-- Your task --
Quote the records beneath, complete and exact. Leave out images.

Stored entries
- - - -

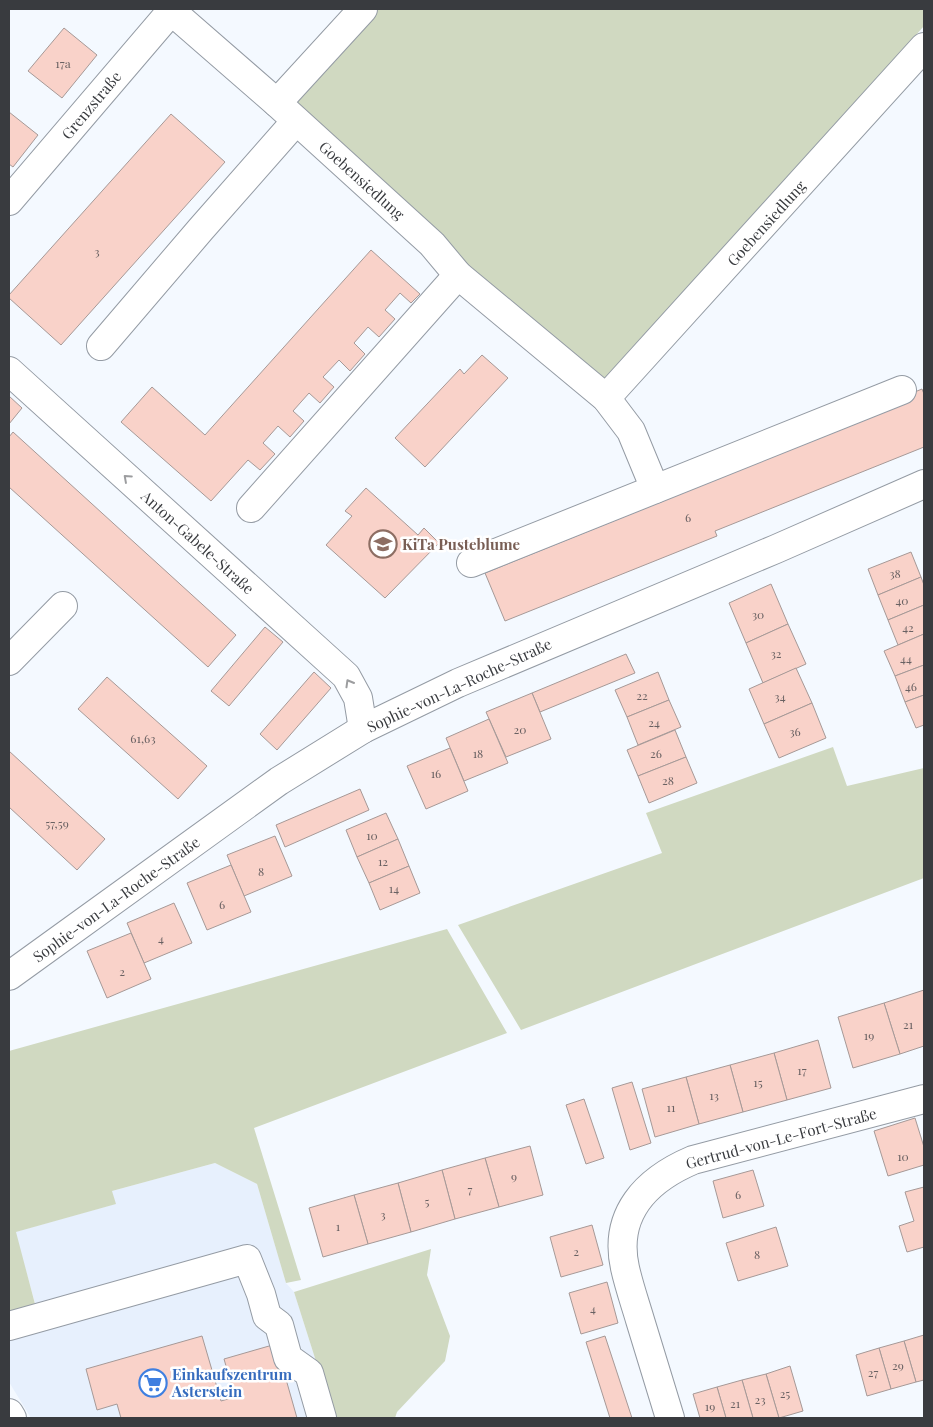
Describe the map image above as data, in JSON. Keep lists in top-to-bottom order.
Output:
{
  "streets": {
    "street": [
      "Grenzstraße",
      "Goebensiedlung",
      "Anton-Gabele-Straße",
      "Sophie-von-La-Roche-Straße",
      "Gertrud-von-Le-Fort-Straße"
    ]
  },
  "crossings": [
    ["Grenzstraße", "Goebensiedlung"],
    ["Anton-Gabele-Straße", "Sophie-von-La-Roche-Straße"]
  ],
  "one_way": ["Anton-Gabele-Straße"],
  "places": {
    "school or university": ["KiTa Pusteblume"],
    "supermarket": ["Einkaufszentrum Asterstein"]
  },
  "house_numbers": [
    "17a",
    "3",
    "6",
    "38",
    "40",
    "30",
    "42",
    "32",
    "44",
    "46",
    "22",
    "34",
    "24",
    "20",
    "36",
    "61,63",
    "18",
    "26",
    "16",
    "28",
    "57,59",
    "10",
    "12",
    "8",
    "14",
    "6",
    "4",
    "2",
    "21",
    "19",
    "17",
    "15",
    "13",
    "11",
    "10",
    "9",
    "7",
    "6",
    "5",
    "3",
    "1",
    "2",
    "8",
    "4",
    "29",
    "27",
    "25",
    "23",
    "21",
    "19"
  ]
}
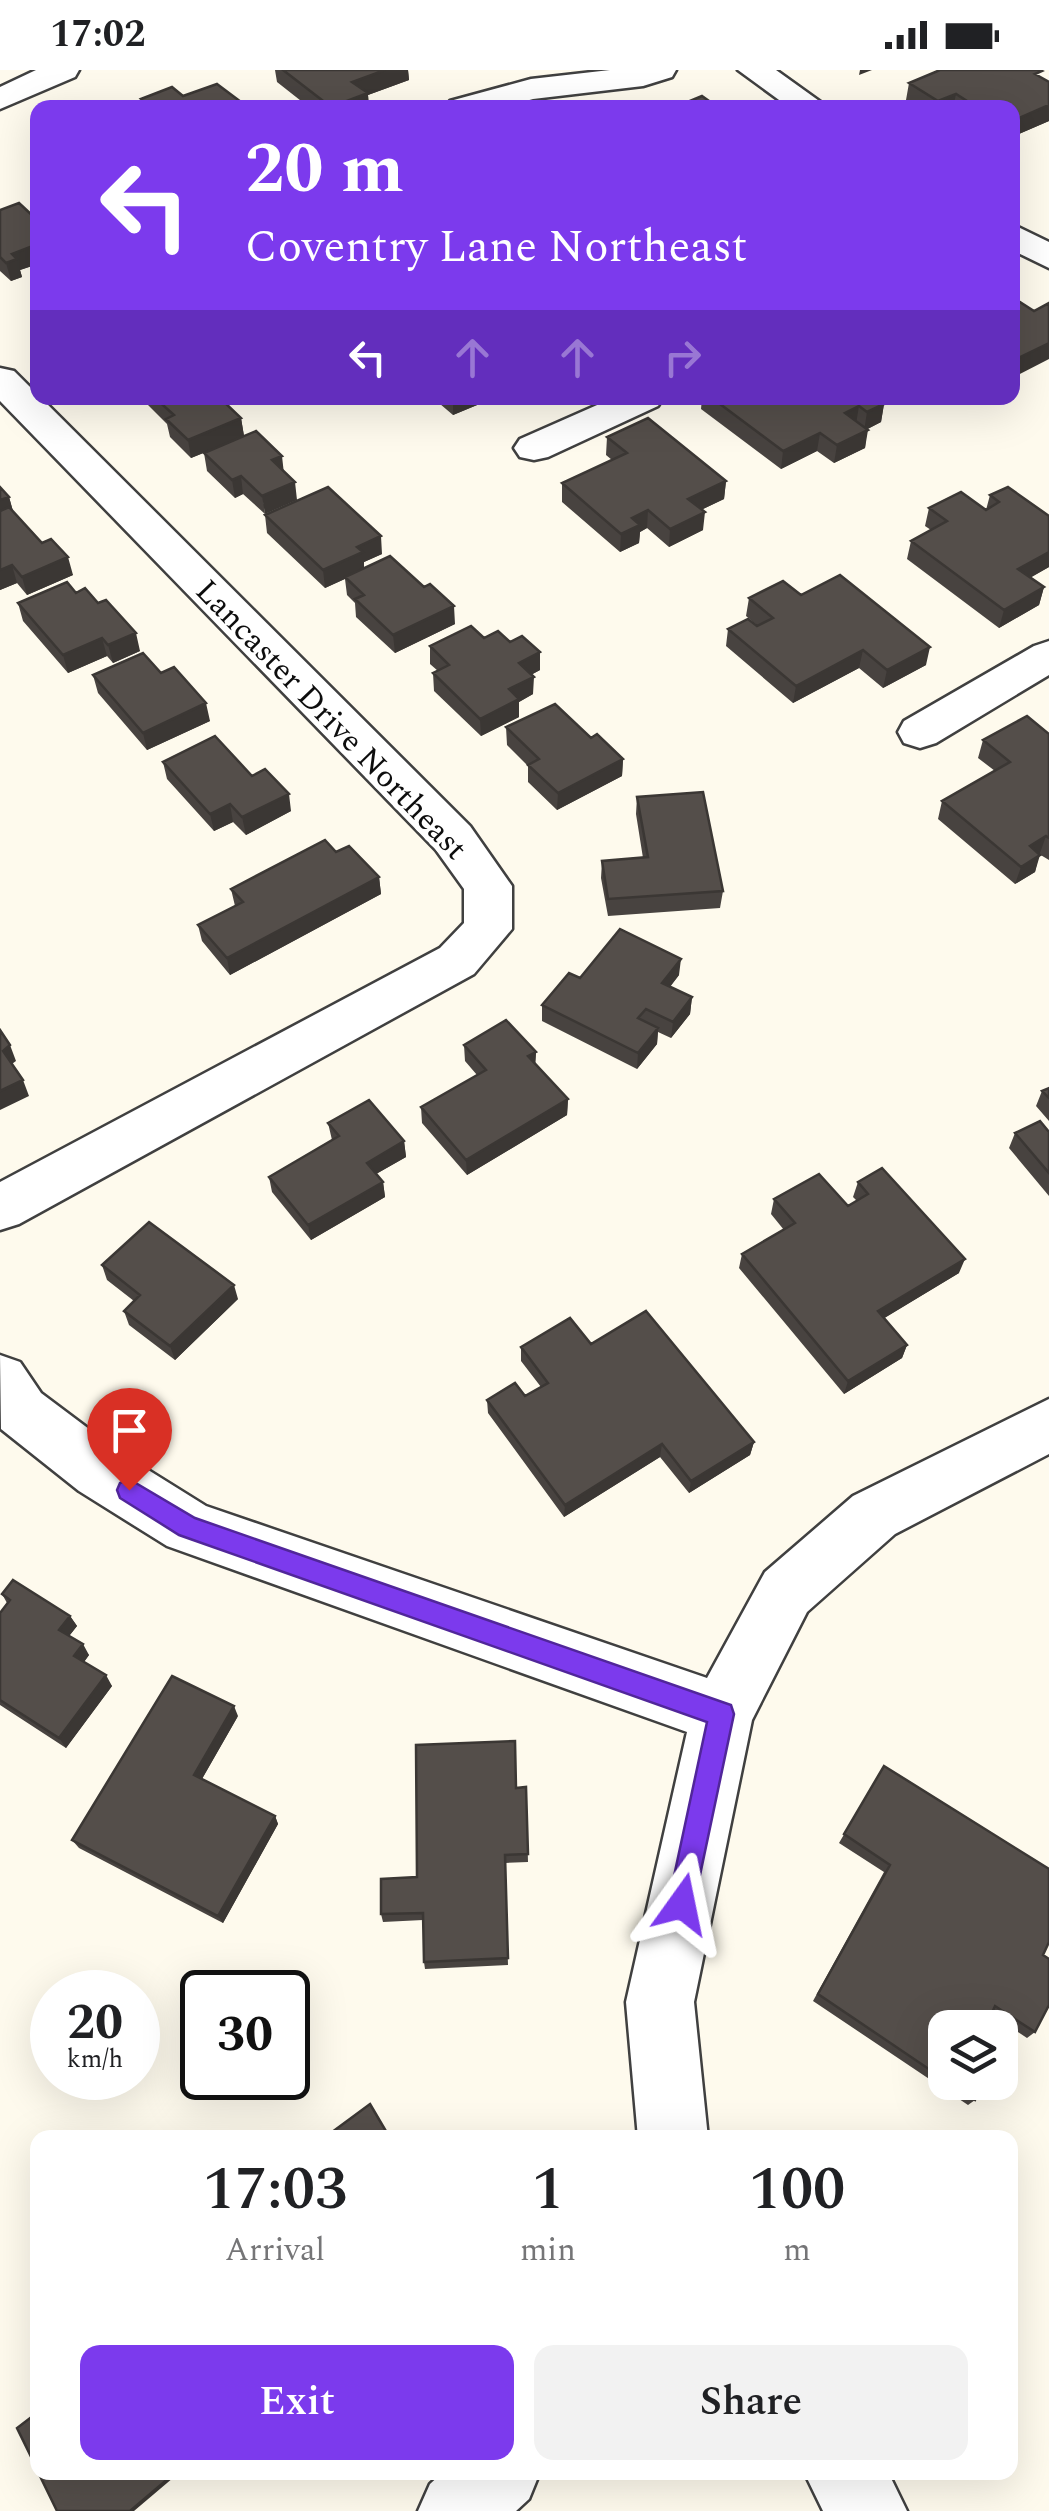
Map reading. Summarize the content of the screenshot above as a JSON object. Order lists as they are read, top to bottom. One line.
{"streets":{"street":["Lancaster Drive Northeast"]},"page":{"status":"17:02","turn":["20 m","Coventry Lane Northeast"],"speed":"20 km/h","limit":"30","eta":["17:03","Arrival","1","min","100","m"],"buttons":["Exit","Share"]}}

- - - -

-- Solution to this problem --
Describe the map image above as data, in JSON. Keep lists in top-to-bottom order.
Output:
{
  "streets": {
    "street": [
      "Grenzstraße",
      "Goebensiedlung",
      "Anton-Gabele-Straße",
      "Sophie-von-La-Roche-Straße",
      "Gertrud-von-Le-Fort-Straße"
    ]
  },
  "crossings": [
    ["Grenzstraße", "Goebensiedlung"],
    ["Anton-Gabele-Straße", "Sophie-von-La-Roche-Straße"]
  ],
  "one_way": ["Anton-Gabele-Straße"],
  "places": {
    "school or university": ["KiTa Pusteblume"],
    "supermarket": ["Einkaufszentrum Asterstein"]
  },
  "house_numbers": [
    "17a",
    "3",
    "6",
    "38",
    "40",
    "30",
    "42",
    "32",
    "44",
    "46",
    "22",
    "34",
    "24",
    "20",
    "36",
    "61,63",
    "18",
    "26",
    "16",
    "28",
    "57,59",
    "10",
    "12",
    "8",
    "14",
    "6",
    "4",
    "2",
    "21",
    "19",
    "17",
    "15",
    "13",
    "11",
    "10",
    "9",
    "7",
    "6",
    "5",
    "3",
    "1",
    "2",
    "8",
    "4",
    "29",
    "27",
    "25",
    "23",
    "21",
    "19"
  ]
}
Map reading. Summarize the content of the screenshot above as a JSON object. Order lists as they are read, top to bottom. One line.
{"streets":{"street":["Lancaster Drive Northeast"]},"page":{"status":"17:02","turn":["20 m","Coventry Lane Northeast"],"speed":"20 km/h","limit":"30","eta":["17:03","Arrival","1","min","100","m"],"buttons":["Exit","Share"]}}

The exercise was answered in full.